--- Data listing Enclosed Below ---
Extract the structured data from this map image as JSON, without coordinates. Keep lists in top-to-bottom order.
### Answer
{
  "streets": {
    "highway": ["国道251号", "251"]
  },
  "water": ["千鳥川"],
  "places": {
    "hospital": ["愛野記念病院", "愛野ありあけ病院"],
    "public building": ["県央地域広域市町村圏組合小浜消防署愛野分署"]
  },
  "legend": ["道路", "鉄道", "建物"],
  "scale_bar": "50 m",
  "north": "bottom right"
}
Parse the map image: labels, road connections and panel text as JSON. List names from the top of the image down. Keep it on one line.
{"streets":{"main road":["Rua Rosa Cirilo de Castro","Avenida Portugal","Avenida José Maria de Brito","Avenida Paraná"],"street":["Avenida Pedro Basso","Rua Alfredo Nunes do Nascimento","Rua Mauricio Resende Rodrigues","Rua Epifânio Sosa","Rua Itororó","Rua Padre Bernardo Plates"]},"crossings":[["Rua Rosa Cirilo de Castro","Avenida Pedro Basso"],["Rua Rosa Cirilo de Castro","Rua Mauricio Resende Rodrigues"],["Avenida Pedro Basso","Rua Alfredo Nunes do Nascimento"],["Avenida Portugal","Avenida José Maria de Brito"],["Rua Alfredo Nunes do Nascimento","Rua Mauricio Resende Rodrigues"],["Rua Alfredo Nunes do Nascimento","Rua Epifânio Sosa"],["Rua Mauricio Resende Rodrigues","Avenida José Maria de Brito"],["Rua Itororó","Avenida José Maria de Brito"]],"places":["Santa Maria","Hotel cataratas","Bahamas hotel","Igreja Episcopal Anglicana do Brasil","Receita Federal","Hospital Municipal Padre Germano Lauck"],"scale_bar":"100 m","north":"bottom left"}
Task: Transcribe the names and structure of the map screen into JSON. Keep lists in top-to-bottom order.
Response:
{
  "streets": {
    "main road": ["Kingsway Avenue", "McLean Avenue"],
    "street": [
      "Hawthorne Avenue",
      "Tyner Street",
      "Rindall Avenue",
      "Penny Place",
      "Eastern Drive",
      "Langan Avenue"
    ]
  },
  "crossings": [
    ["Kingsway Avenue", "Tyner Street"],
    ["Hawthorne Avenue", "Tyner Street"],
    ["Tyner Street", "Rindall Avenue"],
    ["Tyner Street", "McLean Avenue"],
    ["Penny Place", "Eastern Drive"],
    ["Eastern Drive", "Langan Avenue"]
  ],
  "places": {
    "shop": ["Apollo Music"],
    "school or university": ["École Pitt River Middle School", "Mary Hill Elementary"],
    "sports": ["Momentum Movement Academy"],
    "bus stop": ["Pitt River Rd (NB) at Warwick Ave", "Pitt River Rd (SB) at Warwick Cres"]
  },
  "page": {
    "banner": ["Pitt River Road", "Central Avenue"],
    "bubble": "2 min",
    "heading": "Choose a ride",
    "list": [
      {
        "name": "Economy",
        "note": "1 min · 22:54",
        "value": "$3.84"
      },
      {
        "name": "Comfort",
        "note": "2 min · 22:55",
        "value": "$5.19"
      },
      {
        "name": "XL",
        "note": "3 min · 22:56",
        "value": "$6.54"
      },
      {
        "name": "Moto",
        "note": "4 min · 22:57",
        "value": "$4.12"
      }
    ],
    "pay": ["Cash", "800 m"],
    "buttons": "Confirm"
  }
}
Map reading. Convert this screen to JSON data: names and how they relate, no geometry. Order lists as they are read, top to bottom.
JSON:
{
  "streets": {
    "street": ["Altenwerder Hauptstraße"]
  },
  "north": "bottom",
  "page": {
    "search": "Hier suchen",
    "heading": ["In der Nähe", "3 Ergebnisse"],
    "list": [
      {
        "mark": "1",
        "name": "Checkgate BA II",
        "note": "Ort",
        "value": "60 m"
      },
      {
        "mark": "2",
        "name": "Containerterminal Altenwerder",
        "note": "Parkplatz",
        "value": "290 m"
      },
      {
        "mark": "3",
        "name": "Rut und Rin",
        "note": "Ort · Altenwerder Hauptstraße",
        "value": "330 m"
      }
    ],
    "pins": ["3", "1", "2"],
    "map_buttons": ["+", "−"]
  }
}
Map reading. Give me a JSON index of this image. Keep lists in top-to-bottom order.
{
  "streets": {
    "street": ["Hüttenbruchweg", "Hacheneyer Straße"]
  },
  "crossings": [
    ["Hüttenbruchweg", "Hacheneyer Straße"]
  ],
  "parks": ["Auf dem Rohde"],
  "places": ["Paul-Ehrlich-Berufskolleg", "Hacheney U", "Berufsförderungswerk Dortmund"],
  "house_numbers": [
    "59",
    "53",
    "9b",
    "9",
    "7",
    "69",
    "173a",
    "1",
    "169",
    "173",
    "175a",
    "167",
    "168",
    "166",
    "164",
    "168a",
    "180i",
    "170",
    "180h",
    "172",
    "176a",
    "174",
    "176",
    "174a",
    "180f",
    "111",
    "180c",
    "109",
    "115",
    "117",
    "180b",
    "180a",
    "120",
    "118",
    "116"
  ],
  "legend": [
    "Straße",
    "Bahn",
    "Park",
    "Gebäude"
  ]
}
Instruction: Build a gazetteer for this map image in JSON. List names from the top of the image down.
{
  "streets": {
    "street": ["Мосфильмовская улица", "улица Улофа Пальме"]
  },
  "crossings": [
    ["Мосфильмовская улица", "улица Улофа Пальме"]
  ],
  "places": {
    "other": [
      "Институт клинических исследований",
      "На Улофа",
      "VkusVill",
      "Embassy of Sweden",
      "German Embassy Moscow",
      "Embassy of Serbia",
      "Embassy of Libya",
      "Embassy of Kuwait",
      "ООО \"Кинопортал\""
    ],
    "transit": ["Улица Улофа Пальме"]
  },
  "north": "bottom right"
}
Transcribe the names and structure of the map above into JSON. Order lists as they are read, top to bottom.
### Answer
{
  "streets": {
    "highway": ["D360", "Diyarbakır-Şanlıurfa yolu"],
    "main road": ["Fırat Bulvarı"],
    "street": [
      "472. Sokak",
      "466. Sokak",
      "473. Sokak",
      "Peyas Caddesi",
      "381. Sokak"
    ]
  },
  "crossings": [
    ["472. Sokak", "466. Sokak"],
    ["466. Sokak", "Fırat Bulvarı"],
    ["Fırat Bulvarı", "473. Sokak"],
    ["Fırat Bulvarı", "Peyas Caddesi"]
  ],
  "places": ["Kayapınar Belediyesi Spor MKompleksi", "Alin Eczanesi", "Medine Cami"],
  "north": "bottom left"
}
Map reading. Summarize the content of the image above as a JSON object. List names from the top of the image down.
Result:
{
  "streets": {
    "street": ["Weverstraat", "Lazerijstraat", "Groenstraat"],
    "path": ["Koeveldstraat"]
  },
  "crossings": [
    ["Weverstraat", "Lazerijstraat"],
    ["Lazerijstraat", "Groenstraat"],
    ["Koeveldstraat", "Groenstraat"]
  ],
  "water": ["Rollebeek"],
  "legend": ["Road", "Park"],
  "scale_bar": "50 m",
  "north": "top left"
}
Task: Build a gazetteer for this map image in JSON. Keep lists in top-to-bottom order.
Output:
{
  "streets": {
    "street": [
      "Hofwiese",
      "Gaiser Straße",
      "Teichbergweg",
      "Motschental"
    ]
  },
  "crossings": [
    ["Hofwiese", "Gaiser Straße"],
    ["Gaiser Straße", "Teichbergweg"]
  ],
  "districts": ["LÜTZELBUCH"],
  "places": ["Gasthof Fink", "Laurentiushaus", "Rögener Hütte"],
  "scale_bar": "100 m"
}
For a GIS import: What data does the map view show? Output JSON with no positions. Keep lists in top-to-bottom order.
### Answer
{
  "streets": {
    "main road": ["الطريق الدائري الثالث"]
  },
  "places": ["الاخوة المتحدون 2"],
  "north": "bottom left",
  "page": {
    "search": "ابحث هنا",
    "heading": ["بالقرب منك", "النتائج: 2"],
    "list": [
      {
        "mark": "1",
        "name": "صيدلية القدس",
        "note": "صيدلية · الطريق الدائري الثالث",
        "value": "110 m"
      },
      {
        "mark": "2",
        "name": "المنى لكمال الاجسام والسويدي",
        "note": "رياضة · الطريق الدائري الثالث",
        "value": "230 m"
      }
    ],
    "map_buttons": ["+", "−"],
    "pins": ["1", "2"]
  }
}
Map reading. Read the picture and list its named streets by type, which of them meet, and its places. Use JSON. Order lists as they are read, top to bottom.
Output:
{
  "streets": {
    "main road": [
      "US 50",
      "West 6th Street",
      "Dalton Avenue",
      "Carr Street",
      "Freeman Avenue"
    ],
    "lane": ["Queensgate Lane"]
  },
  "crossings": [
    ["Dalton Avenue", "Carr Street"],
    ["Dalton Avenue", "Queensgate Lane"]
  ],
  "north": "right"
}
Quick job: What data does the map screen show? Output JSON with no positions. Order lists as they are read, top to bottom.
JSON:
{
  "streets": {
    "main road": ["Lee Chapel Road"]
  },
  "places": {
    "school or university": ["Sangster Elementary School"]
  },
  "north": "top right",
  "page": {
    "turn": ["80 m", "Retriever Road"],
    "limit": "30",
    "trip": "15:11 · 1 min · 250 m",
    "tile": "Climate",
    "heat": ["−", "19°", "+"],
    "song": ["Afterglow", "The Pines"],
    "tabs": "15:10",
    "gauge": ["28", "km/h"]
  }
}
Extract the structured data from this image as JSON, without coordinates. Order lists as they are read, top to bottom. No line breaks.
--- End of Enclosed Data listing ---
Task to carry out: Could you please find every line of the listing above holding the string "they" and copy it?

Response to the exercise:
Map reading. Convert this screen to JSON data: names and how they relate, no geometry. Order lists as they are read, top to bottom.
Transcribe the names and structure of the map above into JSON. Order lists as they are read, top to bottom.
Map reading. Read the picture and list its named streets by type, which of them meet, and its places. Use JSON. Order lists as they are read, top to bottom.
Quick job: What data does the map screen show? Output JSON with no positions. Order lists as they are read, top to bottom.
Extract the structured data from this image as JSON, without coordinates. Order lists as they are read, top to bottom. No line breaks.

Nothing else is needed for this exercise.